(EXERCISE MATERIAL Opens)
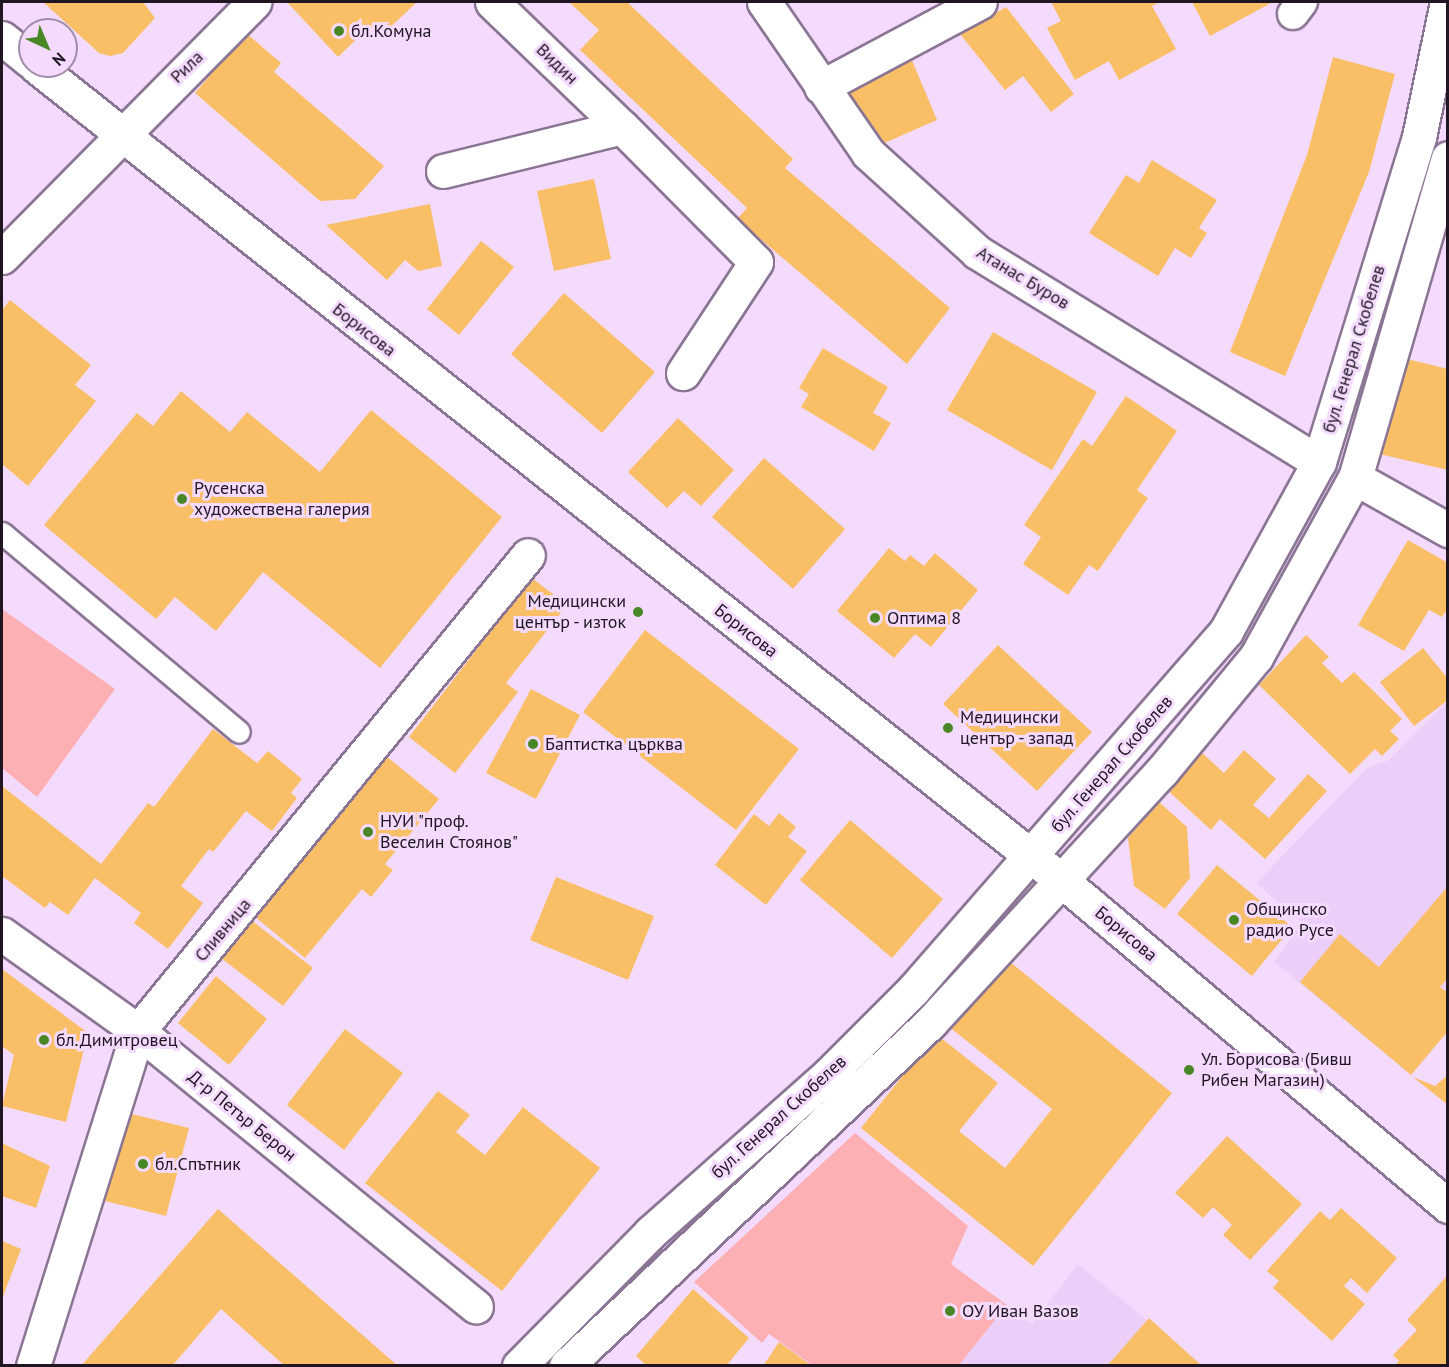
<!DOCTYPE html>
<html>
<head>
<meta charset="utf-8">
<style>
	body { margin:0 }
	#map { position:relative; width:1449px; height:1367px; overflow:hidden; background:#f4dbfe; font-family:"PT Sans",sans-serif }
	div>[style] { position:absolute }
	.built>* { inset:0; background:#eccff8 }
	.green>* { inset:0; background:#fcb0b3 }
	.building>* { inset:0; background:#f9bf66 }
	.roads { filter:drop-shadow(2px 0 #8b7594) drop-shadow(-2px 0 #8b7594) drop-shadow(0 2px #8b7594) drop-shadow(0 -2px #8b7594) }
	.service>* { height:21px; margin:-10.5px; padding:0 10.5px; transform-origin:10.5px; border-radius:10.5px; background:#fff }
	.pedestrian>* { height:30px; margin:-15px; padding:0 15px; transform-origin:15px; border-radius:15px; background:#fff }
	.minor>* { height:33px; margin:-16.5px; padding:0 16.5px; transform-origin:16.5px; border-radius:16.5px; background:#fff }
	.tertiary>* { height:33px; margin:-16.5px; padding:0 16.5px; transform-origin:16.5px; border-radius:16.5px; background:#fff }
	.secondary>* { height:33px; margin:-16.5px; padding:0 16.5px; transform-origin:16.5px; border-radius:16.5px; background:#fff }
	.dots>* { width:16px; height:16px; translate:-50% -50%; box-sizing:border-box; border:3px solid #f4dbfe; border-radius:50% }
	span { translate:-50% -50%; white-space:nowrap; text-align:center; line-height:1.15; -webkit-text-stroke:6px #f4dbfe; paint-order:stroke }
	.poi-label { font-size:18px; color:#1f1622 }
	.left { translate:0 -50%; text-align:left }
	.right { translate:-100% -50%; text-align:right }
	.street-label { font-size:18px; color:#1f1622 }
	.frame { position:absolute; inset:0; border:3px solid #1f1622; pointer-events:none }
	.north { position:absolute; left:18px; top:18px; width:60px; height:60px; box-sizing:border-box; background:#f4dbfe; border:2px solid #9f8ca6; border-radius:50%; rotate:136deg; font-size:16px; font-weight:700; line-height:24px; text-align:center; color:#1f1622 }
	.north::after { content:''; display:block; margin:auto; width:21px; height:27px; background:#498625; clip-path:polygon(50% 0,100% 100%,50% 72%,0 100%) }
</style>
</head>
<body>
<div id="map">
	<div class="built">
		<i style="clip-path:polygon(1447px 702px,1447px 1028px,1411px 1075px,1274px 962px,1302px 923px,1256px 883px,1368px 767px,1389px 760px)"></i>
		<i style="clip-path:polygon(935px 1253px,1032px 1324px,1078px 1264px,1202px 1365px,812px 1365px,779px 1342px)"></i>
	</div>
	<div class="green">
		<i style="clip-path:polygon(2px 609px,115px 689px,37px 797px,2px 768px)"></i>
		<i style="clip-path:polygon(855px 1133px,968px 1226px,951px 1264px,1007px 1305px,959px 1365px,812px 1365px,769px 1334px,762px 1343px,694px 1282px)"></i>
	</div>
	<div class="building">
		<i style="clip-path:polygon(43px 2px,143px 2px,155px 18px,123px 53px,110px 56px,99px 53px)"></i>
		<i style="clip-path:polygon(287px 2px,417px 2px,381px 36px,370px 26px,338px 57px)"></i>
		<i style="clip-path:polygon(569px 2px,627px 2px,793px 159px,785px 168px,950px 308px,907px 364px,737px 219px,747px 208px,580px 50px,599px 30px)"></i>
		<i style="clip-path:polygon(1051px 2px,1160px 2px,1152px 6px,1176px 49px,1119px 80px,1109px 61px,1075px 80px,1047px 28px,1061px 21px)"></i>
		<i style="clip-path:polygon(1192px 2px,1273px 2px,1210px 36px)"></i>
		<i style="clip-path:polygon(1006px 7px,1074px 94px,1051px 112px,1023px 76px,1005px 90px,960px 34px)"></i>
		<i style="clip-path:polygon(246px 33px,281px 63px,274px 72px,384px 166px,355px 199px,320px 201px,195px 93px)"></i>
		<i style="clip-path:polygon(1333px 57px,1395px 74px,1369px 172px,1285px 376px,1230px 352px,1307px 155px)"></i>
		<i style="clip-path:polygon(911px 58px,937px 120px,873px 148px,847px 86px)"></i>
		<i style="clip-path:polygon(1152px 160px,1217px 200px,1199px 228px,1207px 233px,1191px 258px,1175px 248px,1158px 276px,1089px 233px,1126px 175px,1139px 183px)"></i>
		<i style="clip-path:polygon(594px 179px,611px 259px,554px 271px,537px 191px)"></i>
		<i style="clip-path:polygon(430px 204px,442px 266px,418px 271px,405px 260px,387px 280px,326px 225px)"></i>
		<i style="clip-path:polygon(481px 241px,514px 267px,459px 335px,427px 309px)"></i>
		<i style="clip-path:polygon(564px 293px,655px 372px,602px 433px,511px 354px)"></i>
		<i style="clip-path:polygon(10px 300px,91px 365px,75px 385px,96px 401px,28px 486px,2px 464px,2px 310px)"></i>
		<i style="clip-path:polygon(993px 332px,1097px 392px,1052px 470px,947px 410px)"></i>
		<i style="clip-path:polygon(823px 348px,888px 387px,873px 413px,891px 423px,874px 451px,801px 407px,809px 394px,799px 388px)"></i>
		<i style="clip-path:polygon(1399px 357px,1448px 369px,1448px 470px,1375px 453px)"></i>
		<i style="clip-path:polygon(181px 391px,230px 432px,247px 412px,320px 472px,371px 410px,502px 517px,380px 668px,263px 572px,216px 631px,175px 597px,156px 619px,44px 525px,137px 413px,153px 426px)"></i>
		<i style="clip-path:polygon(1126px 396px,1177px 431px,1137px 490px,1148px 498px,1098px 571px,1089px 565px,1068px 595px,1023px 564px,1041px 537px,1024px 525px,1083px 439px,1092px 446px)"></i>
		<i style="clip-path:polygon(678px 418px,734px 470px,701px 506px,684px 491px,667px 508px,628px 472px)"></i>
		<i style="clip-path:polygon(764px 458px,845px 529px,793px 589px,712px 517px)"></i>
		<i style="clip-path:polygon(1408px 540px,1448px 563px,1448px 608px,1442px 617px,1429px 610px,1404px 651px,1358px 625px)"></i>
		<i style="clip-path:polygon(889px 548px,905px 561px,910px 555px,924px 566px,935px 553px,978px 590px,931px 647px,915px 634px,894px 658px,837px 611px)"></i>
		<i style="clip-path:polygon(532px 578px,567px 605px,506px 683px,518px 692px,455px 773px,409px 737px)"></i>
		<i style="clip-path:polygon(645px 630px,799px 749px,736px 830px,583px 712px)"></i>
		<i style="clip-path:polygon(1306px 635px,1329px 657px,1322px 663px,1342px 683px,1354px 672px,1402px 719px,1390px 731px,1399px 739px,1382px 756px,1375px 749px,1350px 774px,1259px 685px)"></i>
		<i style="clip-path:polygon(998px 645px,1092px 732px,1037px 791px,943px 704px)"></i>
		<i style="clip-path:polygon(1423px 648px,1448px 679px,1448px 700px,1414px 726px,1380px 682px)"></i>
		<i style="clip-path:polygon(531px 689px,580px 715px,536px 799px,486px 773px)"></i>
		<i style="clip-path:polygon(213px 729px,257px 763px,268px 751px,302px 779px,291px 793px,297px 798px,272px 831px,246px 811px,213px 852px,209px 849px,181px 886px,203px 903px,168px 949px,134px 923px,141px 913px,95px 878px,68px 915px,50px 902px,45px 908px,2px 876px,2px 786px,101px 864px,148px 803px,154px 807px)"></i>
		<i style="clip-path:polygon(1199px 750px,1224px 773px,1244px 750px,1276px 779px,1253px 805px,1269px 818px,1308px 774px,1327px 791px,1265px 859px,1220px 819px,1211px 830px,1165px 788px)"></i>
		<i style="clip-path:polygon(386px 756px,439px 799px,385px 864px,393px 870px,371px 897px,362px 889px,305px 958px,254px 916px)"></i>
		<i style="clip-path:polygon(1159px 802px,1187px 827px,1190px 878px,1165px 909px,1134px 886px,1128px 838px)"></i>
		<i style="clip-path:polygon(779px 813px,796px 827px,788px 837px,807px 851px,766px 905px,715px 865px,754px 814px,769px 826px)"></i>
		<i style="clip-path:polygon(850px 820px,943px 899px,892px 958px,800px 880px)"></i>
		<i style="clip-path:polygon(1217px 865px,1292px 927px,1252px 976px,1177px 914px)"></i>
		<i style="clip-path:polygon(556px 877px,654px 916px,628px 980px,530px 940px)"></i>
		<i style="clip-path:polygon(1448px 886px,1448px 978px,1440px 987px,1448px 993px,1448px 1031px,1411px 1075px,1300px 982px,1340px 934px,1379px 967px)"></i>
		<i style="clip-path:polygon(251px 920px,313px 968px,283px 1006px,221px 958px)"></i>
		<i style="clip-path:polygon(999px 953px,1172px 1093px,1033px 1266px,861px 1128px,936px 1034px,998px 1083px,959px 1131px,1005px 1168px,1052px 1109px,943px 1022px)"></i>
		<i style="clip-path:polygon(2px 969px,88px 1033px,66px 1122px,2px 1106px,14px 1055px,2px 1046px)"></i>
		<i style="clip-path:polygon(216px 976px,267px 1019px,229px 1065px,178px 1023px)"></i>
		<i style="clip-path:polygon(345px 1029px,403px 1073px,344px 1150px,287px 1105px)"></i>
		<i style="clip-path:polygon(1448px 1075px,1448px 1105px,1413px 1077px,1435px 1086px)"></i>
		<i style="clip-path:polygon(438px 1091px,470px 1115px,456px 1132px,485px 1155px,523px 1107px,600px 1168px,502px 1291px,365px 1183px)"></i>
		<i style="clip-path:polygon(120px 1111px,189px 1128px,166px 1216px,97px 1199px)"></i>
		<i style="clip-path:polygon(1227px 1136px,1302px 1204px,1250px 1260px,1223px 1235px,1232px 1225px,1213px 1207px,1203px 1218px,1175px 1193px)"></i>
		<i style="clip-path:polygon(2px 1143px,50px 1166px,36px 1208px,2px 1196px)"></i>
		<i style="clip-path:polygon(1341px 1208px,1397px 1258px,1367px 1293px,1351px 1278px,1344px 1286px,1365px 1304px,1332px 1341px,1273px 1288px,1279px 1281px,1267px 1271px,1320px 1211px,1330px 1220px)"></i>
		<i style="clip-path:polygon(218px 1209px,398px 1366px,285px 1366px,221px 1309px,172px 1366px,81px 1366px)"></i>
		<i style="clip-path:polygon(2px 1241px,21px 1249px,2px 1299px)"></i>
		<i style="clip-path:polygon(1446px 1277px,1448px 1366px,1394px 1366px,1399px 1361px,1393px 1355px,1417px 1330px,1407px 1320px)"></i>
		<i style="clip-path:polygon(693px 1289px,749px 1338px,726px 1366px,647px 1366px,636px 1356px)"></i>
		<i style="clip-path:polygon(1149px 1318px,1202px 1366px,1107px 1366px)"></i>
		<i style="clip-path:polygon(779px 1342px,812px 1366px,763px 1366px)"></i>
	</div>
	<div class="roads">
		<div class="service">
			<i style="left:2px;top:533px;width:309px;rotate:40deg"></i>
		</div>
		<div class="pedestrian">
			<i style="left:1293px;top:14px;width:15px;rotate:-53deg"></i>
		</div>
		<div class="minor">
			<i style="left:492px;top:2px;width:180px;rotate:43.9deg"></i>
			<i style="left:764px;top:2px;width:183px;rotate:55.4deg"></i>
			<i style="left:868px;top:153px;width:147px;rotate:42.2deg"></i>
			<i style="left:977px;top:252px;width:401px;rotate:31.6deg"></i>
			<i style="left:821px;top:87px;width:180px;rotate:-28.1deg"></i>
			<i style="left:443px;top:171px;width:184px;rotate:-13.8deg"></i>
			<i style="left:622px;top:127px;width:190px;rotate:45.2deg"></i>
			<i style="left:756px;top:262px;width:133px;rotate:123.3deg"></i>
			<i style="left:1355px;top:478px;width:107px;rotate:29.2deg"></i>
			<i style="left:2px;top:934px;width:167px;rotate:35.5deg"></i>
			<i style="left:138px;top:1031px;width:436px;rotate:39.2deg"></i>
			<i style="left:33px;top:1366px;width:351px;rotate:-72.6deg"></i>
			<i style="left:138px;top:1031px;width:615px;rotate:-50.67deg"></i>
		</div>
		<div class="tertiary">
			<i style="left:2px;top:257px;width:359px;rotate:-45.3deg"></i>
		</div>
		<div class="secondary">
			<i style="left:2px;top:38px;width:36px;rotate:39deg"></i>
			<i style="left:36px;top:66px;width:1309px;rotate:38.45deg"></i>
			<i style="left:1061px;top:880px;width:506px;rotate:40.11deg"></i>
			<i style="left:519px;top:1366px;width:187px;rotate:-45.4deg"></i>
			<i style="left:650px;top:1233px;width:238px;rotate:-41.6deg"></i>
			<i style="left:828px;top:1075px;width:120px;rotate:-45deg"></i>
			<i style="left:913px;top:990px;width:476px;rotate:-48.9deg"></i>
			<i style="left:1226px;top:631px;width:193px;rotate:-61.2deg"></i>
			<i style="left:1319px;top:462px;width:340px;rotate:-72.9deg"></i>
			<i style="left:1419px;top:137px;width:138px;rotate:-78.3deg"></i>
			<i style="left:566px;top:1366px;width:502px;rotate:-43.3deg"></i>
			<i style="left:931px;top:1022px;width:341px;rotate:-47.4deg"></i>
			<i style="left:1162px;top:771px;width:148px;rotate:-50.5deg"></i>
			<i style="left:1256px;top:657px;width:205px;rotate:-61.1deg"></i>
			<i style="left:1355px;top:478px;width:333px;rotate:-73.8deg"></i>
		</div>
	</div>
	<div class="dots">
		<i style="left:339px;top:31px;background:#498625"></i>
		<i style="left:182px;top:499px;background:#498625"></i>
		<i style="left:638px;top:612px;background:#498625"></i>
		<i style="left:875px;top:618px;background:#498625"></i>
		<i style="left:948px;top:728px;background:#498625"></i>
		<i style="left:533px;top:744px;background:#498625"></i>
		<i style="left:368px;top:832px;background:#498625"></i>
		<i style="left:1234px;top:920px;background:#498625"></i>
		<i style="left:44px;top:1040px;background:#498625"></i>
		<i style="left:1189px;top:1070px;background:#498625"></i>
		<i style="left:143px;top:1164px;background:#498625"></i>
		<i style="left:950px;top:1311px;background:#498625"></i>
	</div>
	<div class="poi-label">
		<span class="left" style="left:351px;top:31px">бл.Комуна</span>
		<span class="left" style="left:194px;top:499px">Русенска<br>художествена галерия</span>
		<span class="right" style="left:626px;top:612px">Медицински<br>център - изток</span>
		<span class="left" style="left:887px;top:618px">Оптима 8</span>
		<span class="left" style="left:960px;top:728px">Медицински<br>център - запад</span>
		<span class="left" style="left:545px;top:744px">Баптистка църква</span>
		<span class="left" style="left:380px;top:832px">НУИ "проф.<br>Веселин Стоянов"</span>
		<span class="left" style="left:1246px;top:920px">Общинско<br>радио Русе</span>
		<span class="left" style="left:56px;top:1040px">бл.Димитровец</span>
		<span class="left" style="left:1201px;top:1070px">Ул. Борисова (Бивш<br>Рибен Магазин)</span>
		<span class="left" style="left:155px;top:1164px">бл.Спътник</span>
		<span class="left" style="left:962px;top:1311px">ОУ Иван Вазов</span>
	</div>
	<div class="street-label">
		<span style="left:557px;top:64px;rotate:44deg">Видин</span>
		<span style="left:187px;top:67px;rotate:-44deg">Рила</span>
		<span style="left:1023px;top:278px;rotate:31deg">Атанас Буров</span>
		<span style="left:364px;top:330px;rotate:38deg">Борисова</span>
		<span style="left:1354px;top:349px;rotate:-73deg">бул. Генерал Скобелев</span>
		<span style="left:746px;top:631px;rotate:38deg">Борисова</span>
		<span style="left:1112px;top:764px;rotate:-49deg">бул. Генерал Скобелев</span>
		<span style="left:223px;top:930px;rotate:-50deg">Сливница</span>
		<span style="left:1126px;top:934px;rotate:40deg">Борисова</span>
		<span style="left:242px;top:1116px;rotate:39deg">Д-р Петър Берон</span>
		<span style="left:779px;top:1117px;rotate:-42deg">бул. Генерал Скобелев</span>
	</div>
	<div class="frame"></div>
	<div class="north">N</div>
</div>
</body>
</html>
(EXERCISE MATERIAL Closes)
TASK DESCRIPTION: Each line from the first line of the listing above through the line containing "height:21px; margin:-10.5px; padding:0" is to be written out exactly, and the pictures are to be left out.

ANSWER:
<!DOCTYPE html>
<html>
<head>
<meta charset="utf-8">
<style>
	body { margin:0 }
	#map { position:relative; width:1449px; height:1367px; overflow:hidden; background:#f4dbfe; font-family:"PT Sans",sans-serif }
	div>[style] { position:absolute }
	.built>* { inset:0; background:#eccff8 }
	.green>* { inset:0; background:#fcb0b3 }
	.building>* { inset:0; background:#f9bf66 }
	.roads { filter:drop-shadow(2px 0 #8b7594) drop-shadow(-2px 0 #8b7594) drop-shadow(0 2px #8b7594) drop-shadow(0 -2px #8b7594) }
	.service>* { height:21px; margin:-10.5px; padding:0 10.5px; transform-origin:10.5px; border-radius:10.5px; background:#fff }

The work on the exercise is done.